Avant tout, l'homme séduisait par ses manières directes, son regard perçant, sa chaleur humaine, son inlassable dévouement à la cause des enfants. Quelques cas difficiles lui furent envoyés. Il réussit à les intégrer dans une société qui les rejetait et qu'ils rejetaient. Les élèves, en majorité, le vénéraient. Ils acceptaient la discipline de la pension, stricte et exigeante qui faisait d'eux des hommes réfléchis, altruistes et non pas seulement des premiers prix de calcul ou de version latine. A cet égard, l'école se démarquait des autres établissements de tradition purement britannique ce qui lui assurait une grande popularité parmi ceux qui n'étaient pas sujets de sa Très Gracieuse Majesté. On y respectait davantage l'individu dans sa spécificité au lieu de vouloir le couler dans un moule unique. La multiplicité des origines en était une cause et assurait la pérennité de ce cosmopolitisme. Pour le Père Forristal, la diversité était une richesse qu'il fallait exploiter et non opprimer, le tout dans un esprit de profonde tolérance. Ainsi, le fagisme, habituel dans les pensions anglaises, n'avait pas cours.

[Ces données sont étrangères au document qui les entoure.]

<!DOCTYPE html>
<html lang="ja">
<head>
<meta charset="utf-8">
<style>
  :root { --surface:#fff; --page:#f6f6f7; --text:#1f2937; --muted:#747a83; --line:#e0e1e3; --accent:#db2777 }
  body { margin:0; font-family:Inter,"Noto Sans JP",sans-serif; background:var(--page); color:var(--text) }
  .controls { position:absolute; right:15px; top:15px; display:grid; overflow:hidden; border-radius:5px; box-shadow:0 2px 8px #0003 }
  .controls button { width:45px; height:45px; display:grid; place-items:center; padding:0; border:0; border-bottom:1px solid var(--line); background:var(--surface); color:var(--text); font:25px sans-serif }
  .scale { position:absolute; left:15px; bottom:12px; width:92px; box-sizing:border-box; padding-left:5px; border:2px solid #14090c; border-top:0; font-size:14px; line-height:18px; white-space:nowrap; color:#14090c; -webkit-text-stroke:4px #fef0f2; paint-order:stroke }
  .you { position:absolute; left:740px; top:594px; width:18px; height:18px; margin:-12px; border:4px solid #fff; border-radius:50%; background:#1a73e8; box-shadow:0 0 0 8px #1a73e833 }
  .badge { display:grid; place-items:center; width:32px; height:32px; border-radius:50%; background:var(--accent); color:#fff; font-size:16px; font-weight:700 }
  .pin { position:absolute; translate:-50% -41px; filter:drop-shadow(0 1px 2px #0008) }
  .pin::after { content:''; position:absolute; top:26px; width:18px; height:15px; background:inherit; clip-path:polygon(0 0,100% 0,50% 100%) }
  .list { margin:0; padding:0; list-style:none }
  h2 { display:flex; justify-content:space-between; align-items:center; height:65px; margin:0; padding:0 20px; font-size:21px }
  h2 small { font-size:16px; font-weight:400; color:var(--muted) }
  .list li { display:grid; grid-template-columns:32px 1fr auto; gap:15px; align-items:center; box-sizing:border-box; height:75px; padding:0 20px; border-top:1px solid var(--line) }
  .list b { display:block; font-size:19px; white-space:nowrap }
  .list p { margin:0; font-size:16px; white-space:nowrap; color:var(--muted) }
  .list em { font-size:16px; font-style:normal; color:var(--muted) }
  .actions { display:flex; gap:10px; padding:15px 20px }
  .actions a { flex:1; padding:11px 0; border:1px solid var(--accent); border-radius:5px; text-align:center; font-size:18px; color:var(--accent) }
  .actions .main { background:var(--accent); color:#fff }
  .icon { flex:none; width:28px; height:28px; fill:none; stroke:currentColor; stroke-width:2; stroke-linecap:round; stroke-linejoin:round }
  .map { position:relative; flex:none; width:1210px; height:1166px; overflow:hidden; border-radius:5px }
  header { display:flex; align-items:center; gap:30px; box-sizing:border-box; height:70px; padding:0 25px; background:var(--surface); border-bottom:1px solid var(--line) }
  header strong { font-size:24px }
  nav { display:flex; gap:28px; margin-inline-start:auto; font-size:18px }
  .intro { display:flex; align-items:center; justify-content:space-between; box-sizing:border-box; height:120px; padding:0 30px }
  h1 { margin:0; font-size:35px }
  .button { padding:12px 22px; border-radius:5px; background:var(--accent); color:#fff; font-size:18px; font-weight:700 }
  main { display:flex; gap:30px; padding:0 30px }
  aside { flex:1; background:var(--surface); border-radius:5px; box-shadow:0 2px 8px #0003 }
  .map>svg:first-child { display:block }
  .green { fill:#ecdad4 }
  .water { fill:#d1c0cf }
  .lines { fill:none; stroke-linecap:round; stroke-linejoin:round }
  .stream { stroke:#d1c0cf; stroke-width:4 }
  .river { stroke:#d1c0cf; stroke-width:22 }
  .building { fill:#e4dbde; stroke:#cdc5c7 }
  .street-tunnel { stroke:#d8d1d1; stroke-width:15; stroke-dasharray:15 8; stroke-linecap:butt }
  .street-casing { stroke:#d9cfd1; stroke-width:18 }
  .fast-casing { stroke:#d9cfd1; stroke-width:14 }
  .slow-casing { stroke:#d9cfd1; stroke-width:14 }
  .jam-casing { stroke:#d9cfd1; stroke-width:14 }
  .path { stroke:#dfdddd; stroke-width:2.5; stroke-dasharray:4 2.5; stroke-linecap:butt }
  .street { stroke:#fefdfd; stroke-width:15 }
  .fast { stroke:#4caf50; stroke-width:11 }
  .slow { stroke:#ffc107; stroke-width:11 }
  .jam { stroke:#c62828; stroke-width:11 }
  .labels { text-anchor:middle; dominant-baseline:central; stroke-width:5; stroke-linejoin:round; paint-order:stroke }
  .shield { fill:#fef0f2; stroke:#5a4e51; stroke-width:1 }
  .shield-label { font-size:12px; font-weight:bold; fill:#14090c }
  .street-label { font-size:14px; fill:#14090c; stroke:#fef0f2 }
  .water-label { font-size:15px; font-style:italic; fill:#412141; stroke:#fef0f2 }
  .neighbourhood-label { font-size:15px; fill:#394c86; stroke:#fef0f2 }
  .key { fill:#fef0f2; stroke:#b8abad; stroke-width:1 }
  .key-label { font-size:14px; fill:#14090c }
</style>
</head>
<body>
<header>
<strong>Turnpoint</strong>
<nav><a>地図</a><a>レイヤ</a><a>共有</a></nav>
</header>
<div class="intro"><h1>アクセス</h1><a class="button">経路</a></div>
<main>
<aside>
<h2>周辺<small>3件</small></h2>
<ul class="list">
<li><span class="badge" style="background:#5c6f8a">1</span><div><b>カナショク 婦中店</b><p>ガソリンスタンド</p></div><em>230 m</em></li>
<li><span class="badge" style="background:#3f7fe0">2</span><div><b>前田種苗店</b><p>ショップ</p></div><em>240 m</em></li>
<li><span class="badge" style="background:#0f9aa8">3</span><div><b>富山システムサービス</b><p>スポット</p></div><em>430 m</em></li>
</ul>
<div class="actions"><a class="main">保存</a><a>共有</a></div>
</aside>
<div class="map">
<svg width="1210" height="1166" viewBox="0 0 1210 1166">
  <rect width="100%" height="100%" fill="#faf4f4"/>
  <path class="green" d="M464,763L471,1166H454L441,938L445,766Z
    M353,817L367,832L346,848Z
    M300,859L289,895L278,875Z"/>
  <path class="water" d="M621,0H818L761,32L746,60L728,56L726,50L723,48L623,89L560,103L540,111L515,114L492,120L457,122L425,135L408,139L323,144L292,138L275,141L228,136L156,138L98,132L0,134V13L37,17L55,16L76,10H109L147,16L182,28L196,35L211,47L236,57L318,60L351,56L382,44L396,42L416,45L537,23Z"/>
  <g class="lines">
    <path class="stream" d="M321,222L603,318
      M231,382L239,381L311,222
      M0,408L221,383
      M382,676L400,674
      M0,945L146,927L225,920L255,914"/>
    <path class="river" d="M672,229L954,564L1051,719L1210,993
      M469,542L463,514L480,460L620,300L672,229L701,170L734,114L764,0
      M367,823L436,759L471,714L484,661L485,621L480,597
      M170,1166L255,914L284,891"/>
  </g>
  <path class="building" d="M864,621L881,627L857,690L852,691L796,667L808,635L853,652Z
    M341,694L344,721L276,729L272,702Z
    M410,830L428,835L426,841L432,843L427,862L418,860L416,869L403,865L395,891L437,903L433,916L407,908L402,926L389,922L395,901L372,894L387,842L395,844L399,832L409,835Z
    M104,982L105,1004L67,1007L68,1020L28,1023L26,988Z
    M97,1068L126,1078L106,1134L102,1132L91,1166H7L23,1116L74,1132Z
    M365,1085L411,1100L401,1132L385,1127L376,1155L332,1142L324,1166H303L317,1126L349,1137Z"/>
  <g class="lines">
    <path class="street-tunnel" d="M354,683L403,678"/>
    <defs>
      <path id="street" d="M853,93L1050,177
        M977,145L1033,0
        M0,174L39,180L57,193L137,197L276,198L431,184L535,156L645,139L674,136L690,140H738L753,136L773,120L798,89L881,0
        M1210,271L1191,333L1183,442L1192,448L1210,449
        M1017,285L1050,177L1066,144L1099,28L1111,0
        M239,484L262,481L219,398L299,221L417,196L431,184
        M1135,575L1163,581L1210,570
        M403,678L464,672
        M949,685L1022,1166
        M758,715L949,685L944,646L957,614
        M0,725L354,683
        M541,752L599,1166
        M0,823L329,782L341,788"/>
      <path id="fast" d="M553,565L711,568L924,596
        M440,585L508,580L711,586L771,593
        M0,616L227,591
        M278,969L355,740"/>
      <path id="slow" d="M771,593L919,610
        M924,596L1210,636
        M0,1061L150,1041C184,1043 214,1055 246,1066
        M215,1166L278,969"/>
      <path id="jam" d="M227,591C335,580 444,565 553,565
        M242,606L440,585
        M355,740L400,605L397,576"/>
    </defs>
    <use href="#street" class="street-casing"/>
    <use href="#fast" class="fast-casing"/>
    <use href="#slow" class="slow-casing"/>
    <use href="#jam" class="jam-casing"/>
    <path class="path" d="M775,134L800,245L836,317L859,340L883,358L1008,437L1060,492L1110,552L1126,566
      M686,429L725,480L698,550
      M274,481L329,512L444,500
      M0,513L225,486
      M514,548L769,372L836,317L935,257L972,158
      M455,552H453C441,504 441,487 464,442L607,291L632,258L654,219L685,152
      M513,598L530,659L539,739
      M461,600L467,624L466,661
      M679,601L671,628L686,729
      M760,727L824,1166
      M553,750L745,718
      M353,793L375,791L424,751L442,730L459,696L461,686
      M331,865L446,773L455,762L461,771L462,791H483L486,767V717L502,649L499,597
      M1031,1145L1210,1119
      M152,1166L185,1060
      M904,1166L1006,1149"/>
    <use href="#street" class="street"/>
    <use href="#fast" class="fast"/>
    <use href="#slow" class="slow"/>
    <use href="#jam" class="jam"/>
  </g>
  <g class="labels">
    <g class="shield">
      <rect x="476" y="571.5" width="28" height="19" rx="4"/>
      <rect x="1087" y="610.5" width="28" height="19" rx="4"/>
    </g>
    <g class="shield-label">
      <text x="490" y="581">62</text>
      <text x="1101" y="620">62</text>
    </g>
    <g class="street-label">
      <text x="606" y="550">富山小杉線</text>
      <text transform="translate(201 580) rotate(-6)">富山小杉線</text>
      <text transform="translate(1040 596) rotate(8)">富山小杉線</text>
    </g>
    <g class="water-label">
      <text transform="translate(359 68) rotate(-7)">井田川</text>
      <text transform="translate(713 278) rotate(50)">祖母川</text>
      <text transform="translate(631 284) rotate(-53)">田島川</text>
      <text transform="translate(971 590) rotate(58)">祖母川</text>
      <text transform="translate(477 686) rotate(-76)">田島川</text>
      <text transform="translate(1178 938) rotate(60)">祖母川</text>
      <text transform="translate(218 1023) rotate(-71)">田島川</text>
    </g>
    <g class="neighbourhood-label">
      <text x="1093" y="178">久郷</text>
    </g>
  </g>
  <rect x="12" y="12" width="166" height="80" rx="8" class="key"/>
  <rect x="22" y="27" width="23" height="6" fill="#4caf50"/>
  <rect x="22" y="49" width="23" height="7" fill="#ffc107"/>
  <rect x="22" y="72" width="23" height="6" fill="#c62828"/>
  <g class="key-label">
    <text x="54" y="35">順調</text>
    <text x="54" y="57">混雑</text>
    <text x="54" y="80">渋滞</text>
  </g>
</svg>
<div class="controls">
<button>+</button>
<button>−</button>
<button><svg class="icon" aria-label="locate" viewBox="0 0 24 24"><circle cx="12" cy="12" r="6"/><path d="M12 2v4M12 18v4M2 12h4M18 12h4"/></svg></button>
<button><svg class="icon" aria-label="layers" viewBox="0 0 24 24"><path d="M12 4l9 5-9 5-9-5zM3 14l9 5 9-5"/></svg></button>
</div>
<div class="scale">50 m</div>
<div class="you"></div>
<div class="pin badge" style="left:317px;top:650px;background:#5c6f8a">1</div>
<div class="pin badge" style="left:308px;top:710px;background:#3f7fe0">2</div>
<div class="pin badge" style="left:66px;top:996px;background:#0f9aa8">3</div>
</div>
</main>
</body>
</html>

Un tel établissement n'avait pu que séduire les Le Quellec —à cause de son ouverture— et les Hautefort —à cause de la parfaite éducation que l'on y recevait—. Toutes ces considérations d'adultes laissaient Yannick de marbre. Dans Saint François-Xavier (le Xavier étant le plus souvent escamoté), il ne voyait que l'arrêt brutal et inutile des folles parties de voile et de ses aventures avec ses frères. Sans compter que, pour le préparer, ses parents avaient eu la désastreuse idée d'amputer ses journées en vue de lui apprendre d'urgence l'orthographe anglaise et ses tables de multiplication !

— Et Emmanuel, qu'en faites-vous ? demanda un soir que James Larkin était monté à Ti-Ar-Mor et que l'ingénieur lui avait fait part de ses déboires pour faire étudier un fils particulièrement récalcitrant.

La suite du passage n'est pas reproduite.